Pedroso will turn 30 in September. She has lived her entire life, with her parents and older brother, in Güines, a city of 70,000, 30 miles southeast of Havana, in a Soviet-era concrete apartment building that faces the sea. Born deaf, she does not speak, read, or write. She expresses her needs or feelings through the simplest signs. She spends most of each day at home.

Gender performance

A few years ago, Pedroso began cutting out figures she’d painted on construction paper and taping them to her walls. The figures ranged from a few inches to several feet in height. All were male, as heavily muscled as body-builders, and clad only in bikini briefs. Later Pedroso added torsos, heads, feet, hands, and organs to the walls. Cattle, cats, heavily muscled women, and, most recently, groups of overlapping heads have joined them. The figures, for the most part, are single-hued, red or green, blue or brown. They may be hermaphroditic. The cattle are horned like bulls but bear udders like cows. Some men have lipstick and earrings. Some heads have features on one half but are blank on the other. Some are “realistically” executed on one half but have the other divided into multicolored grids. Sometimes, Pedroso looks directly at her creations and gestures as if she is speaking to them. “No one knows why Misleidys began painting or her perception of what she is producing,” writes Phillip March Jones, director of the Galerie Berst in New York.

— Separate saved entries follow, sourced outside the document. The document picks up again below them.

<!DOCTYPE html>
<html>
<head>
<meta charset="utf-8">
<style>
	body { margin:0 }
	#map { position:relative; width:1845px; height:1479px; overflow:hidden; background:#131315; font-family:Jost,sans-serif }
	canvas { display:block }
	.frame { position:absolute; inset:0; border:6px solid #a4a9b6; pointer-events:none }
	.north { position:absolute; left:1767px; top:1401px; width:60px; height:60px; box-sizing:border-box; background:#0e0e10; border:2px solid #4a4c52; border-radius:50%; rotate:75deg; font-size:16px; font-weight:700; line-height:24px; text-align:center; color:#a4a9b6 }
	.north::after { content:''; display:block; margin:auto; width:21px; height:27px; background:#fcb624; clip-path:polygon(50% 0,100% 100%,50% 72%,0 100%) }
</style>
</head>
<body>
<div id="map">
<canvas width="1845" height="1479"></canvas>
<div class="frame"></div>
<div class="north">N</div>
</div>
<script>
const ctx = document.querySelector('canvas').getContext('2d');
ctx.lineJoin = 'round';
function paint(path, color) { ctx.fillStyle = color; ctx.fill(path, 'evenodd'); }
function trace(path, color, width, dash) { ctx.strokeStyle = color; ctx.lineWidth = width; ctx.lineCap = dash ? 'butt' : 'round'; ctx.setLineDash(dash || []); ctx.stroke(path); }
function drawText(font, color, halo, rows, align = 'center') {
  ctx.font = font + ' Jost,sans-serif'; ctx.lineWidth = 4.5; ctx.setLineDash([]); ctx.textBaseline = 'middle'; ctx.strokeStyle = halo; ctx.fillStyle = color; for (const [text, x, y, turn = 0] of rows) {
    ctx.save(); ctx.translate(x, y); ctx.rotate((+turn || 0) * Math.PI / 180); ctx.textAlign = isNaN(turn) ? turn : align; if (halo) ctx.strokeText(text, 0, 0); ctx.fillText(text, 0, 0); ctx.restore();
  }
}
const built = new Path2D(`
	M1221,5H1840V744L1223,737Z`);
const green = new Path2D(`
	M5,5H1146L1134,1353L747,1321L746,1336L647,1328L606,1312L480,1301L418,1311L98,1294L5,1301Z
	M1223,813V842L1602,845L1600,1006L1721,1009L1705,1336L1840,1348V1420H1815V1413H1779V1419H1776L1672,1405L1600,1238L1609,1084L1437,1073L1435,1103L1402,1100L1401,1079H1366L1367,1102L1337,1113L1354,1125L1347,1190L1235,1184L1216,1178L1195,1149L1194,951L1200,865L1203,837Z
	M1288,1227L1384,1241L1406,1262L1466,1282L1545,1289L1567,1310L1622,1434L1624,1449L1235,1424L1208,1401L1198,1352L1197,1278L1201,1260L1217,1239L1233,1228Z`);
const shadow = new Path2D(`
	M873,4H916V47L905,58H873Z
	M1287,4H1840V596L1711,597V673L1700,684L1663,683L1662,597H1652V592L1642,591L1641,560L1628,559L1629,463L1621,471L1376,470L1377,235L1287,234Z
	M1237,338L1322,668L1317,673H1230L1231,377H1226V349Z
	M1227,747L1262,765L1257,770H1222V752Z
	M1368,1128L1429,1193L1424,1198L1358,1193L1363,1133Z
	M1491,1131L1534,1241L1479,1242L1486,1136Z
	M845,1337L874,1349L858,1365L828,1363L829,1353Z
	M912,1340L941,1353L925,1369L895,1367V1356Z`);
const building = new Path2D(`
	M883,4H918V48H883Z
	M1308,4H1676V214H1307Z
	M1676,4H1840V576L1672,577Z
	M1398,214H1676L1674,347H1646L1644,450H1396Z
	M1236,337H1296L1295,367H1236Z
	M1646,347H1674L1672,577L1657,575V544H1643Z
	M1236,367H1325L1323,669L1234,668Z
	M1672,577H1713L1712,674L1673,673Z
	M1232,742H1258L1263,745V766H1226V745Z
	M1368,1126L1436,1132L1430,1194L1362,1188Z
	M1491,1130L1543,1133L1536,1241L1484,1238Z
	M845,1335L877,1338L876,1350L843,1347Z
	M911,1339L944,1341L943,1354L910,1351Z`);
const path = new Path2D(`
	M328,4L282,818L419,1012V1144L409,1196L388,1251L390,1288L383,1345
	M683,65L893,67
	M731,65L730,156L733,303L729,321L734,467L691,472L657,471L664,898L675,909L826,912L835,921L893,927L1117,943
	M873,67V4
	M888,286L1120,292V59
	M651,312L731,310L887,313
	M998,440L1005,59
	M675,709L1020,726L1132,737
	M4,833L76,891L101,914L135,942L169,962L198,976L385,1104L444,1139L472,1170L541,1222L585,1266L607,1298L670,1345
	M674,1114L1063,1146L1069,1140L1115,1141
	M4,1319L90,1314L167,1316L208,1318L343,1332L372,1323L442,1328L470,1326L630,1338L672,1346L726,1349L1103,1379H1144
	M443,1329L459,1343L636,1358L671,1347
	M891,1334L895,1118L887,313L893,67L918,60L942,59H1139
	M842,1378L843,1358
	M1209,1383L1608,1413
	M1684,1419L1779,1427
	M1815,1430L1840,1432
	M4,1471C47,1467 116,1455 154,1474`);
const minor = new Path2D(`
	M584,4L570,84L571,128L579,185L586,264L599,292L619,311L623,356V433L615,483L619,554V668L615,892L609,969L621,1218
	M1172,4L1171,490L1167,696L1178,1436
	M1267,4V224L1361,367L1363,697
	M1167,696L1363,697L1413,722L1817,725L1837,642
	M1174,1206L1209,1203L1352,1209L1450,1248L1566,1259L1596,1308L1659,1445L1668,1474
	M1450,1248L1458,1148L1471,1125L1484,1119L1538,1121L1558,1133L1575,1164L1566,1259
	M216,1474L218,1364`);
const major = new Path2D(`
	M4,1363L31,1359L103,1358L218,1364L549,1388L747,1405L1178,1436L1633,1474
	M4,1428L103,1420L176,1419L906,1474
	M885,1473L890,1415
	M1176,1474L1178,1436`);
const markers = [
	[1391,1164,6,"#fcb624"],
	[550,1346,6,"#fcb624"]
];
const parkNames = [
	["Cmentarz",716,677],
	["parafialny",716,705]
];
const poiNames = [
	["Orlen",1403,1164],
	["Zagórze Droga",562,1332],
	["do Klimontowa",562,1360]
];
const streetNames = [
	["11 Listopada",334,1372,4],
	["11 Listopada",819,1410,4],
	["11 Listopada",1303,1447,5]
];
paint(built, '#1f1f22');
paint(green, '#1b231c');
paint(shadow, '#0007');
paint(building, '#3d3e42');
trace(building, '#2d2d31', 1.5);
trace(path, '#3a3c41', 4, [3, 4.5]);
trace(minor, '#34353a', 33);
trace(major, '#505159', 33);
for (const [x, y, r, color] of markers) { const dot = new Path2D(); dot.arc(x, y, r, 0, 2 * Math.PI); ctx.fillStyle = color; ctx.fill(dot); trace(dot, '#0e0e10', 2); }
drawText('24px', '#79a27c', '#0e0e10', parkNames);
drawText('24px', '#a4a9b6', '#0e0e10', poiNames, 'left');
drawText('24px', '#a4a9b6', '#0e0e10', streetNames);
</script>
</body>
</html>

Creation can provide a purely personal satisfaction from the recognition of something crafted well. It can gratify by garnering praise from others. It may discharge unpleasant boiling bubblings within. It may be a way to the hearts of chicks in black turtlenecks or guys with soulful eyes. Steve, a homeless, mentally troubled fellow who frequents my morning café, believed Pedroso’s work showed her distinguishing people (herself) from animals. Or, ran his train of thought, the men’s musculature demonstrated their power, simulating Atlas supporting the globe. “But,” he went on, “they have no actual world on their shoulders; so they are weak. They support nothing.”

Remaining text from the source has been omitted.